I have successfully circumvented the problems some compilers have with nan and [-]infinity according to this question. With finite numbers I use the std::stod function to convert the string representation of a number into the number itself. But from time to time the parsing fails with numbers close to zero, such as in the following example:
#include <cmath>
#include <iostream>
#include <sstream>
#include <limits>
const std::size_t maxPrecision = std::numeric_limits<double>::digits;
const double small = std::exp(-730.0);
int main()
{
std::stringstream stream;
stream.precision(maxPrecision);
stream << small;
std::cout << "serialized: " << stream.str() << std::endl;
double out = std::stod(stream.str());
std::cout << "de-serialized: " << out << std::endl;
return 0;
}
On my machine the result is:
serialized: 9.2263152681638151025201733115952403273156653201666065e-318
terminate called after throwing an instance of 'std::out_of_range'
what(): stod
The program has unexpectedly finished.
That is, the number is too close to zero to be properly parsed.
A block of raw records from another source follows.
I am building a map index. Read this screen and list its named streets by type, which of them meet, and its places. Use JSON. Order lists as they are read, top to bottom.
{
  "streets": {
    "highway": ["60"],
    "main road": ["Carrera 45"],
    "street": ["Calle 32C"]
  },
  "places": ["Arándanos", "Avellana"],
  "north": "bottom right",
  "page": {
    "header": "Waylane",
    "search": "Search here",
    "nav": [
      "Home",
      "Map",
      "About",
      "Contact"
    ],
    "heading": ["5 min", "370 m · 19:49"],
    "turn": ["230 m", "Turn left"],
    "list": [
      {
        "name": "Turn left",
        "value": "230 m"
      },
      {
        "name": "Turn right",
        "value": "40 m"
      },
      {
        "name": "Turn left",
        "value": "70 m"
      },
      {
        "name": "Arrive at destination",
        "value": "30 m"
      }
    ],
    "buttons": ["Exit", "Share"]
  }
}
At first I thougth that the problem is that this number is denormal, but this doesn't seem to be the case, since the mantissa starts with a 9 and not a 0.
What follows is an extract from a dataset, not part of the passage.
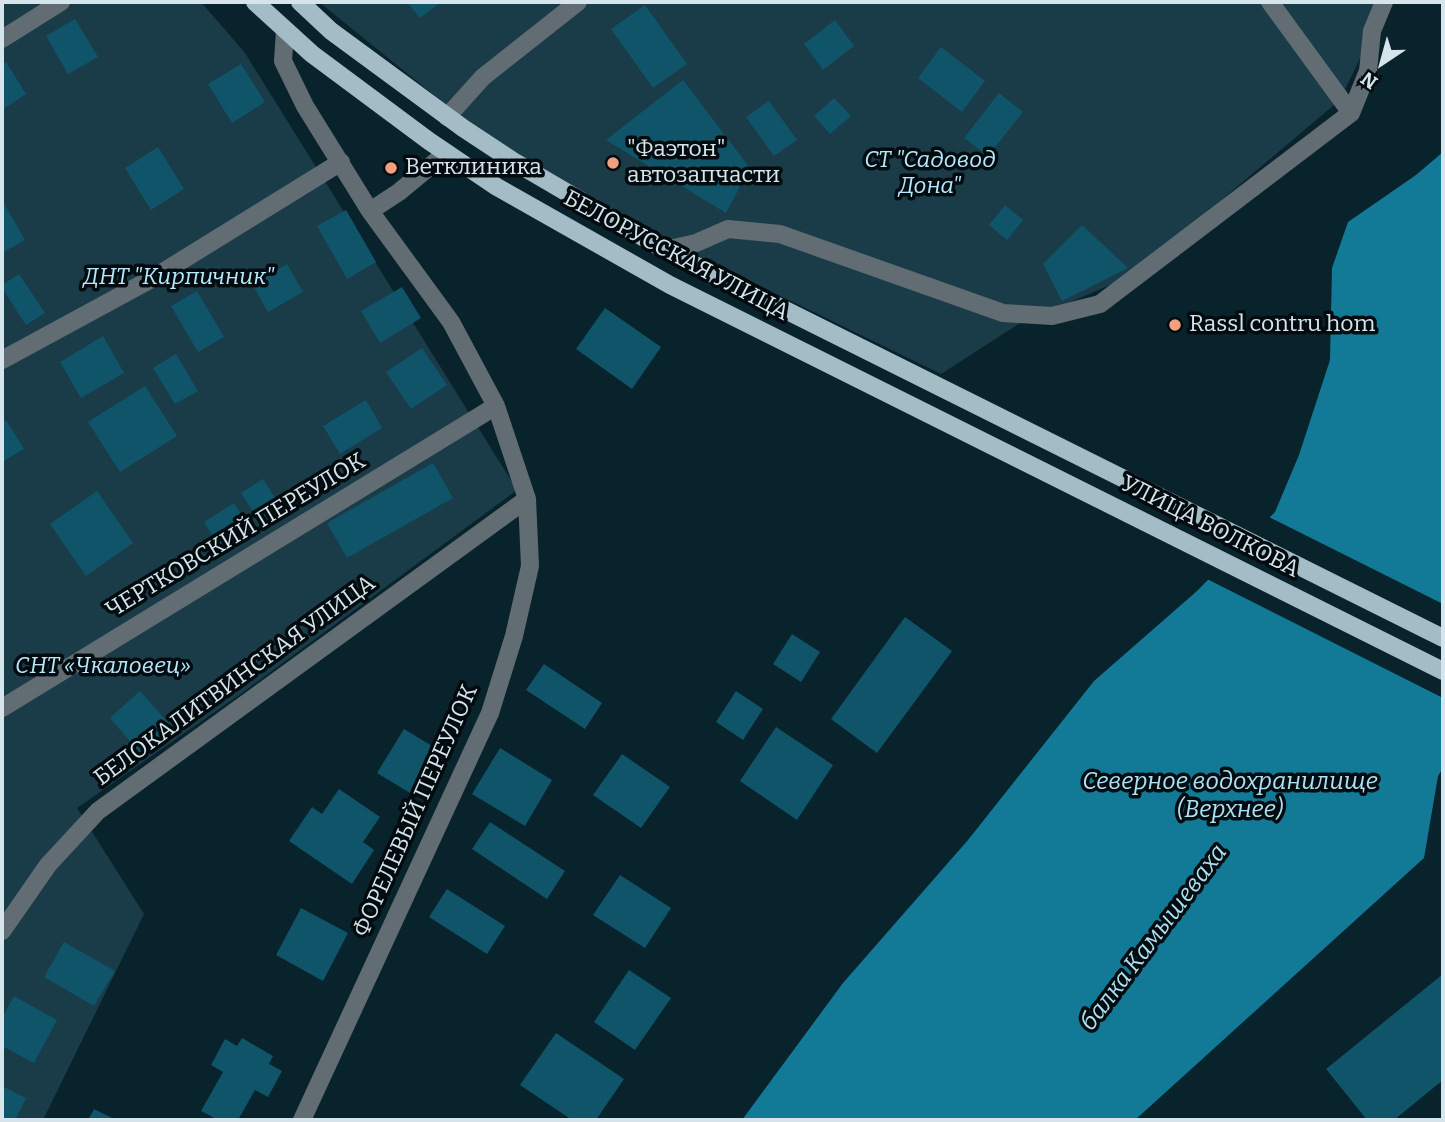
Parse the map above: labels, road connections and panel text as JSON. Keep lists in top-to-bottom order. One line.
{"streets":{"main road":["БЕЛОРУССКАЯ УЛИЦА","УЛИЦА ВОЛКОВА"],"street":["ЧЕРТКОВСКИЙ ПЕРЕУЛОК","БЕЛОКАЛИТВИНСКАЯ УЛИЦА","ФОРЕЛЕВЫЙ ПЕРЕУЛОК"]},"crossings":[["БЕЛОРУССКАЯ УЛИЦА","УЛИЦА ВОЛКОВА"],["БЕЛОРУССКАЯ УЛИЦА","ФОРЕЛЕВЫЙ ПЕРЕУЛОК"],["ЧЕРТКОВСКИЙ ПЕРЕУЛОК","ФОРЕЛЕВЫЙ ПЕРЕУЛОК"],["БЕЛОКАЛИТВИНСКАЯ УЛИЦА","ФОРЕЛЕВЫЙ ПЕРЕУЛОК"]],"water":["Северное водохранилище (Верхнее)","балка Камышеваха"],"parks":["СТ \"Садовод Дона\"","ДНТ \"Кирпичник\"","СНТ «Чкаловец»"],"places":["\"Фаэтон\" автозапчасти","Ветклиника","Rassl contru hom"],"north":"bottom left"}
Qt on the other hand has no problems with this number:
#include <cmath>
#include <limits>
#include <QString>
#include <QTextStream>
const std::size_t maxPrecision = std::numeric_limits<double>::digits;
const double small = std::exp(-730.0);
int main()
{
QString string = QString::number(small, 'g', maxPrecision);
QTextStream stream(stdout);
stream.setRealNumberPrecision(maxPrecision);
stream << "serialized: " << string << '\n';
bool ok;
double out = string.toDouble(&ok);
stream << "de-serialized: " << out << '\n' << (ok?"ok":"not ok") << '\n';
return 0;
}
Outputs:
serialized: 9.2263152681638151025201733115952403273156653201666065e-318
de-serialized: 9.2263152681638151025201733115952403273156653201666065e-318
ok
Summary:
Is this a bug in the gcc implementation of standard library?
Can I circumvent this elegantly?
Should I just use Qt?
Answering question #2:
This is probably my "C-way" kind of thinking, but you could copy the double into a uint64_t (mem-copying, not type-casting), serialize the uint64_t instead, and do the opposite on de-serialization.
Here is an example (without even having to copy from double into uint64_t and vice-versa):
uint64_t* pi = (uint64_t*)&small;
stringstream stream;
stream.precision(maxPrecision);
stream << *pi;
cout << "serialized: " << stream.str() << endl;
uint64_t out = stoull(stream.str());
double* pf = (double*)&out;
cout << "de-serialized: " << *pf << endl;
Please note that in order to avoid breaking strict-aliasing rule, you actually do need to copy it first, because the standard does not impose the allocation of double and uint64_t to the same address-alignment:
uint64_t ismall;
memcpy((void*)&ismall,(void*)&small,sizeof(small));
stringstream stream;
stream.precision(maxPrecision);
stream << ismall;
cout << "serialized: " << stream.str() << endl;
ismall = stoull(stream.str());
double fsmall;
memcpy((void*)&fsmall,(void*)&ismall,sizeof(small));
cout << "de-serialized: " << fsmall << endl;
If you're open to other recording methods you can use frexp:
#include <cmath>
#include <iostream>
#include <sstream>
#include <limits>
const std::size_t maxPrecision = std::numeric_limits<double>::digits;
const double small = std::exp(-730.0);
int main()
{
std::stringstream stream;
stream.precision(maxPrecision);
int exp;
double x = frexp(small, &exp);
//std::cout << x << " * 2 ^ " << exp << std::endl;
stream << x << " * 2 ^ " << exp;
int outexp;
double outx;
stream.seekg(0);
stream >> outx;
stream.ignore(7); // >> " * 2 ^ "
stream >> outexp;
//std::cout << outx << " * 2 ^ " << outexp << std::endl;
std::cout << small << std::endl << outx * pow(2, outexp) << std::endl;
return 0;
}
Related
Why can't I use "fixed" and "setprecision()" with the +operator to format it into a string and that I only can use it only with the less-than-less-than-operator to format it for cout. What are other ways I can implement this?
#include <iostream>
#include <iomanip>
using namespace std;
int main()
{
double a = 157.2734;
cout << "This number is " << fixed << setprecision(1) << a << "." << endl;
string line = "This number is " + fixed + setprecision(1) + a + "." + "\n"; // This doesn't work this way! Why!?!?!?
cout << line;
return 0;
}
Why can't I use "fixed" and "setprecision()" with the +operator to format it into a string?
Have a closer look at std::fixed and std::setprecision().
The complete signature of std::fixed:
std::ios_base& fixed(std::ios_base& str);
So, it is designed to work with streams exclusively.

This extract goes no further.